Despite being billed as a one man show, Live After Death actually ends up being composed of a massive cast of audience participants. Wasserman engages with the audience at a near-constant pace by seeking volunteers for various bits, asking questions of individual audience members, even giving away a prize to the bingo winner (which, coincidentally, happened to be me—many thanks to the couple near me who spilled their drink at the start of the show). Wasserman strikes a perfect balance of being both a madman and a beacon of empathy in these interactions. When the audience members are onstage participating in his bits, Wasserman is often comically boisterous and aggressive in his direction to them by shouting at them, playfully teasing them, and becoming visibly exasperated with the fact that they aren’t getting things perfect their first try. When Wasserman engages with the audience members one-on-one by asking about the losses they have suffered in their lives, though, he meets them only with patience, kindness, understanding, and empathy. Jokes are still made, yes, but never to the end result of causing pain; the space becomes one that is supportive and healing not just for Wasserman, but for everyone involved. For Wasserman, there is no way of knowing what these audience members will say or do when selected to speak or perform in the show, but he does a masterful job of navigating every heartfelt response to his questions, every fumbling of the actions he has instructed them to take, and every surprise that comes from having strangers play the largest part in what he refers to as his “big show.” Perhaps one of the core lessons to be learned from Live After Death is revealed through this involvement with the unknown: we cannot control the world around us—we can only control how we react to it.



I don’t want to give away the entire show, so I will not describe the rest of it in such detail; however, I will say this: for a show built on a morbid premise and set in a devastating and harsh reality, Live After Death is a deeply optimistic approach to the subject of death, and is packed from start to finish with pleasant surprises. At the end of the show, as I observed myself and multiple other audience members wiping tears from their eyes, it became apparent to me that Wasserman’s work here is nothing shy of a masterpiece. People stood and clapped. They embraced those who were sitting next to them.

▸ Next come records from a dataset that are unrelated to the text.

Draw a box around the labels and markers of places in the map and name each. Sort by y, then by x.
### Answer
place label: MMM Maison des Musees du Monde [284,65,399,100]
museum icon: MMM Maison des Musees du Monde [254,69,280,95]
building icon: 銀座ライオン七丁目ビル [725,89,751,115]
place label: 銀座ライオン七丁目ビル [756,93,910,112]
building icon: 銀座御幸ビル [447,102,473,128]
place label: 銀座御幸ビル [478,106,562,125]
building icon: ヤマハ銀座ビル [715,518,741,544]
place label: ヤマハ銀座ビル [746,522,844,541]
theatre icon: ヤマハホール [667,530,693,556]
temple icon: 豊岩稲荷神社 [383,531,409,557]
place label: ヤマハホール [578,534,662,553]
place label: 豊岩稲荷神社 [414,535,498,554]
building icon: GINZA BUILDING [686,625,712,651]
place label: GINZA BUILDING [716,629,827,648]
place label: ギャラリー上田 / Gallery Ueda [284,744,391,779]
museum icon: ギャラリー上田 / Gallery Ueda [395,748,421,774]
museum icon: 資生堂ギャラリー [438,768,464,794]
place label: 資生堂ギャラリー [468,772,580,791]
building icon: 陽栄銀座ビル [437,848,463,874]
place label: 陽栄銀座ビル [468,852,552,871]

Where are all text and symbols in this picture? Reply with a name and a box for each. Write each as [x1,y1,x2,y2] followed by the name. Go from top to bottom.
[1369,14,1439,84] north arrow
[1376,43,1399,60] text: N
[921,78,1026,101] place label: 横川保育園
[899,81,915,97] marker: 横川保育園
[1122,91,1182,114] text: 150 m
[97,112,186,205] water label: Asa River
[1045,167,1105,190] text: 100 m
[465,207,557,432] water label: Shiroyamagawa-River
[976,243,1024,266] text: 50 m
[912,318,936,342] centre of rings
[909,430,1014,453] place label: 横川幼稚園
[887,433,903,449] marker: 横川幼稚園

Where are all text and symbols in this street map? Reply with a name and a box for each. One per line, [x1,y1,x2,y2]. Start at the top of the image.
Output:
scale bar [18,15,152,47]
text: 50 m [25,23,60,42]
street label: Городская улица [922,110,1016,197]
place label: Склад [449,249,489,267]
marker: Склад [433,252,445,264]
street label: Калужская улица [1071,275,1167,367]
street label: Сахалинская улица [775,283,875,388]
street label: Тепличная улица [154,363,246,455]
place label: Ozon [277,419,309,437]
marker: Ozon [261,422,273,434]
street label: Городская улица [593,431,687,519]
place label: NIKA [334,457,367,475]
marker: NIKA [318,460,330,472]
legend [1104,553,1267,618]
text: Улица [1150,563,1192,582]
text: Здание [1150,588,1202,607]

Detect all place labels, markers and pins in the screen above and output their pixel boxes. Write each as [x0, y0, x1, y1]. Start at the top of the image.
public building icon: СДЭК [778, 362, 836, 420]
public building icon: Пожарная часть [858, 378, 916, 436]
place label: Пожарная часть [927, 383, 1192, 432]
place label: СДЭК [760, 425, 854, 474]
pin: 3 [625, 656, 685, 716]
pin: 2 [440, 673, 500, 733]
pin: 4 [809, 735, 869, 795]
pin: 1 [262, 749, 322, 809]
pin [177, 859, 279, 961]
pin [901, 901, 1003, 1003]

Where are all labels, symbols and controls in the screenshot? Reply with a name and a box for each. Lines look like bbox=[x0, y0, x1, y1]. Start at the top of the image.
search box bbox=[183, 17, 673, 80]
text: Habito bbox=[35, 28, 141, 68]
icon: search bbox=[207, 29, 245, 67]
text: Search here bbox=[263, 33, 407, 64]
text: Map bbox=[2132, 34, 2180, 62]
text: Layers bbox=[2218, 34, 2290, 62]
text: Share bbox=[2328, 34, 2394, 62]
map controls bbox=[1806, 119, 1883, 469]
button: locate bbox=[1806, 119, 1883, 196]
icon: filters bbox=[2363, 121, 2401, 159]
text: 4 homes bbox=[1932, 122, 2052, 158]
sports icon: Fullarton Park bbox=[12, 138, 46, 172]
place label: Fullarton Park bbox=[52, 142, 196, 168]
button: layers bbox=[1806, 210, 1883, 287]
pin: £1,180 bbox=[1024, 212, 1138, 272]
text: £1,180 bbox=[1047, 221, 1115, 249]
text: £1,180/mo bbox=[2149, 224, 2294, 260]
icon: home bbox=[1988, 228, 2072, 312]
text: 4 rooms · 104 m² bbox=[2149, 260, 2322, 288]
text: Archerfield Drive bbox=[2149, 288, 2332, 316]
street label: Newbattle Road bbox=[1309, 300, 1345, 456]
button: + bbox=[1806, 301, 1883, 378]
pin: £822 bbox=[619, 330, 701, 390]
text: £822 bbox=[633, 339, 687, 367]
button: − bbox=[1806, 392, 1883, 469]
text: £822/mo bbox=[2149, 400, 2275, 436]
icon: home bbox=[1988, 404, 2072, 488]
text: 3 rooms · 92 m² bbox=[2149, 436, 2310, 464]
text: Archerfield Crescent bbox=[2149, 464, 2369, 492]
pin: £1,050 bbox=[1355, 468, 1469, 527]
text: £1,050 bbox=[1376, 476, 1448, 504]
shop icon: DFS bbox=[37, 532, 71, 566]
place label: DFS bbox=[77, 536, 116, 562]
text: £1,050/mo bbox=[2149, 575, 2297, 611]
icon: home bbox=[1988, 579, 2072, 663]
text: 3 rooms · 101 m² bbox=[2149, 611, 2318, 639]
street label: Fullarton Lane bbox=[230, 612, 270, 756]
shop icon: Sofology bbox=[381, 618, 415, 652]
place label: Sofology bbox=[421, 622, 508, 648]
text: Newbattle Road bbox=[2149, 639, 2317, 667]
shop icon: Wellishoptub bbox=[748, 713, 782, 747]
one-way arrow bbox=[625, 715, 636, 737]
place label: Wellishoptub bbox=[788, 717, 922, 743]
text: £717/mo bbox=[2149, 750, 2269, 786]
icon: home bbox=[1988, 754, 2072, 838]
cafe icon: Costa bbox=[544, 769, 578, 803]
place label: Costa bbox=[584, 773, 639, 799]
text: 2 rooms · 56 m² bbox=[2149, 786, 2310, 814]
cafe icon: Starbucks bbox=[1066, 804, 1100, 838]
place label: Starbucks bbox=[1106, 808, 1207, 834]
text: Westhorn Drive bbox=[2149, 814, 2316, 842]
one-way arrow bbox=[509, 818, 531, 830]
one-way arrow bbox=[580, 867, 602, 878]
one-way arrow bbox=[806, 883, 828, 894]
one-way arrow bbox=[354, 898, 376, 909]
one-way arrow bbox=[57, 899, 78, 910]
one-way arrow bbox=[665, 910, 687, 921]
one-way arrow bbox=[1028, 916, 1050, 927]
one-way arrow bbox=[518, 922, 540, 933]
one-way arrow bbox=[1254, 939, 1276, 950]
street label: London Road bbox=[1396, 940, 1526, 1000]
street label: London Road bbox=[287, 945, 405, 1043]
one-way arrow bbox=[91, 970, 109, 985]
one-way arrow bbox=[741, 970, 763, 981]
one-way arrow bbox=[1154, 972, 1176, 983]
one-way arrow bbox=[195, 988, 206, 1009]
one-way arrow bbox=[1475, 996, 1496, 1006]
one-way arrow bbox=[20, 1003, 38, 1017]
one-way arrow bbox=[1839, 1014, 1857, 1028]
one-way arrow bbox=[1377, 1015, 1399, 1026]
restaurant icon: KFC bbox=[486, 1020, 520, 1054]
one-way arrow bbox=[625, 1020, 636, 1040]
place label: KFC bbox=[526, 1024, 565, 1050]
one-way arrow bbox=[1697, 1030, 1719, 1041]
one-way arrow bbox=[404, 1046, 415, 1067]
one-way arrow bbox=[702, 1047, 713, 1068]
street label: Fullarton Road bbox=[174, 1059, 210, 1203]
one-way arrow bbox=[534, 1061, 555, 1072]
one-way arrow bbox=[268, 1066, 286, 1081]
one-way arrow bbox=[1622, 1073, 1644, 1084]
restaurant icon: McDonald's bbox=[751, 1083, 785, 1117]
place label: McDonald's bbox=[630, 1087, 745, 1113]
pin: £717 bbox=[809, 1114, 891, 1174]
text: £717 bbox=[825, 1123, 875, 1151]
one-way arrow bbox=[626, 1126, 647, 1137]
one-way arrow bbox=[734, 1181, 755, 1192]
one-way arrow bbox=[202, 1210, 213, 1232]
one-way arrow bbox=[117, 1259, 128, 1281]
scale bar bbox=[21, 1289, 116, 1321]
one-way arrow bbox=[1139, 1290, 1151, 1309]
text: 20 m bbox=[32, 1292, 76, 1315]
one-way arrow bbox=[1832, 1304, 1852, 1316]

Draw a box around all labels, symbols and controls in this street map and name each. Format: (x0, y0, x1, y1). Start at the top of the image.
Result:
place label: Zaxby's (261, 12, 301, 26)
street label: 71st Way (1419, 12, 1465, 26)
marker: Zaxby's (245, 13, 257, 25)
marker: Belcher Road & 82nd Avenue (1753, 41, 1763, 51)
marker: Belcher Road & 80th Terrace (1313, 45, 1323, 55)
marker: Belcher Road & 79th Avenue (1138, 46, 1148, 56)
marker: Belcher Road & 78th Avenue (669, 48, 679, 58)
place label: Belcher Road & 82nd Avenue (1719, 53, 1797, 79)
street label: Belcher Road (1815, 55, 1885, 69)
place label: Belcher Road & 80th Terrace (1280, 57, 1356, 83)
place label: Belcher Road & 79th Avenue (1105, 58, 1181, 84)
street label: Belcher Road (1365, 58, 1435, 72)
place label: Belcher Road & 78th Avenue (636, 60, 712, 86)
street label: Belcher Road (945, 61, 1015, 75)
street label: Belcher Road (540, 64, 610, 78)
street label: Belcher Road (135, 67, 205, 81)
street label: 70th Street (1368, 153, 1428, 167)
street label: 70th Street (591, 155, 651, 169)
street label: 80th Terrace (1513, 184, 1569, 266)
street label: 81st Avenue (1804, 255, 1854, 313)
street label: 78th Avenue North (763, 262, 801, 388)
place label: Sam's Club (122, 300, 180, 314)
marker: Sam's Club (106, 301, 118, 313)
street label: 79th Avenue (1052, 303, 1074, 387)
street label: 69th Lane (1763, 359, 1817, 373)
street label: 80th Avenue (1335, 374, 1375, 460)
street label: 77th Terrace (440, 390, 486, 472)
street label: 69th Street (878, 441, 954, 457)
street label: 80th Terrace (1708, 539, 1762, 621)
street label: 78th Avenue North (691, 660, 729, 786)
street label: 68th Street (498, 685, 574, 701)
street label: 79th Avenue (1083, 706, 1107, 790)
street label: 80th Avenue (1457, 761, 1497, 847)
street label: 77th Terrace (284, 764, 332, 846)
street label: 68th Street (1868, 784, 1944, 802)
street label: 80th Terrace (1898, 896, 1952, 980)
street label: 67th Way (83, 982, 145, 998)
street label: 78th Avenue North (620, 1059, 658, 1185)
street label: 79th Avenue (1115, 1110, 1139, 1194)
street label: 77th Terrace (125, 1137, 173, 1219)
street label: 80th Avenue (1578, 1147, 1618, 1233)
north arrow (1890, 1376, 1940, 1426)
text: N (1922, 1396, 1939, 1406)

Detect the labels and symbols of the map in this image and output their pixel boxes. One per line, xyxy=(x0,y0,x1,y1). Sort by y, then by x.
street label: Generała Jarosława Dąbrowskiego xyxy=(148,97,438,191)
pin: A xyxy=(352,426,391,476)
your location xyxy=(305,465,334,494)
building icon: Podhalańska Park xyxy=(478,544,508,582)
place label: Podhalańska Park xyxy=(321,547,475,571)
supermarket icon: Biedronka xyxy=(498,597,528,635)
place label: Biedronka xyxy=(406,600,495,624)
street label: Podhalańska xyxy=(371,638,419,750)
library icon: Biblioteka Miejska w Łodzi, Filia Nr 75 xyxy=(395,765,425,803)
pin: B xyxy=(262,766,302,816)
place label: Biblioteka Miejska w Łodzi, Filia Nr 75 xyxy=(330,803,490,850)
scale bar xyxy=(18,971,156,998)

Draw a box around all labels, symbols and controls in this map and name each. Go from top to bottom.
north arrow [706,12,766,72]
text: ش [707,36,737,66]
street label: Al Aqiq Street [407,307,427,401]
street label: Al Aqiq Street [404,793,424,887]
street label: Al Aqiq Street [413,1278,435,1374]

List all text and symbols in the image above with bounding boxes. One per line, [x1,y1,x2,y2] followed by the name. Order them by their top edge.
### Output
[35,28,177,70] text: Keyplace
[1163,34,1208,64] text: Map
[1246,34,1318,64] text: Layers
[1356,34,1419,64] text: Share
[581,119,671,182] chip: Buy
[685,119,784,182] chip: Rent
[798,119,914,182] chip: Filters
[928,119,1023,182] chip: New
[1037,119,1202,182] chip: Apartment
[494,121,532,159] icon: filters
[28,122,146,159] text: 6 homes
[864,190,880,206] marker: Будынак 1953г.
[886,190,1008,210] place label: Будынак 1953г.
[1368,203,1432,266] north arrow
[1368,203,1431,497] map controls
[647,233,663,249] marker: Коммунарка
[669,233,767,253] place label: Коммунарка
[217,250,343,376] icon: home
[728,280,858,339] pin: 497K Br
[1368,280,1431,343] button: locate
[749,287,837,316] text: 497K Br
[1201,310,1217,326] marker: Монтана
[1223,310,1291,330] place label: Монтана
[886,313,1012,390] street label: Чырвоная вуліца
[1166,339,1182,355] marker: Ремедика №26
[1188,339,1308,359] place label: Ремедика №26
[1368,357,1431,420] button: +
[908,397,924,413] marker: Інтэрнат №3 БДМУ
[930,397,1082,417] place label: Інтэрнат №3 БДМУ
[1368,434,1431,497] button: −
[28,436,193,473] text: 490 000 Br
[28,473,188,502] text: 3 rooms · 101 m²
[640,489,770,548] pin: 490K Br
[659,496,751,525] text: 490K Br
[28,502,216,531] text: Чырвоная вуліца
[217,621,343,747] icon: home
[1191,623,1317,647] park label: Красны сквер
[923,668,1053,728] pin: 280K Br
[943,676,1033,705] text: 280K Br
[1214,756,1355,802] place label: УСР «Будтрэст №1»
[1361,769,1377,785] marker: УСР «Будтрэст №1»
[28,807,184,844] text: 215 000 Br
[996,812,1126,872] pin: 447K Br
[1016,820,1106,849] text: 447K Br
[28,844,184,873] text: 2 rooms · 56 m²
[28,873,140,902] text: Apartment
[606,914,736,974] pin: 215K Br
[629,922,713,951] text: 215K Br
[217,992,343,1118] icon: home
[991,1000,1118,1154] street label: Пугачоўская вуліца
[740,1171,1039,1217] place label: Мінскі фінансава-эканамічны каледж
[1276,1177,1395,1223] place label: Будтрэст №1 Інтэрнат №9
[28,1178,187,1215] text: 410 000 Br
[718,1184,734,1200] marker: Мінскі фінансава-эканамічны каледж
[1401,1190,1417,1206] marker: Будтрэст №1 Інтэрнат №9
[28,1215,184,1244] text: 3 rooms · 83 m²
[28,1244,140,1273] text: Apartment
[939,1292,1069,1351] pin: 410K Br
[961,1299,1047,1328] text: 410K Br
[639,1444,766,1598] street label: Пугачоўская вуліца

A fresh sense of intimacy and camaraderie hung in the air; what we witnessed was not simply a comedy show, but a show that exists at the intersection of alternative comedy, group therapy, and experimental performance. 

Tony’s Italian Tissues, the prize for the bingo winner. They’re not soft.


While over the course of the show Wasserman does reveal some details about the loved ones whose losses precipitated the show, I did not leave feeling like I had attended a memorial service for them. It would also be inaccurate to call Live After Death a celebration of their lives. All in all, I gained very little knowledge about them, and that seems to be part of the point. The show is not necessarily about the people Ben Wasserman lost; rather, it remains true to its name: for better or for worse, we live after death.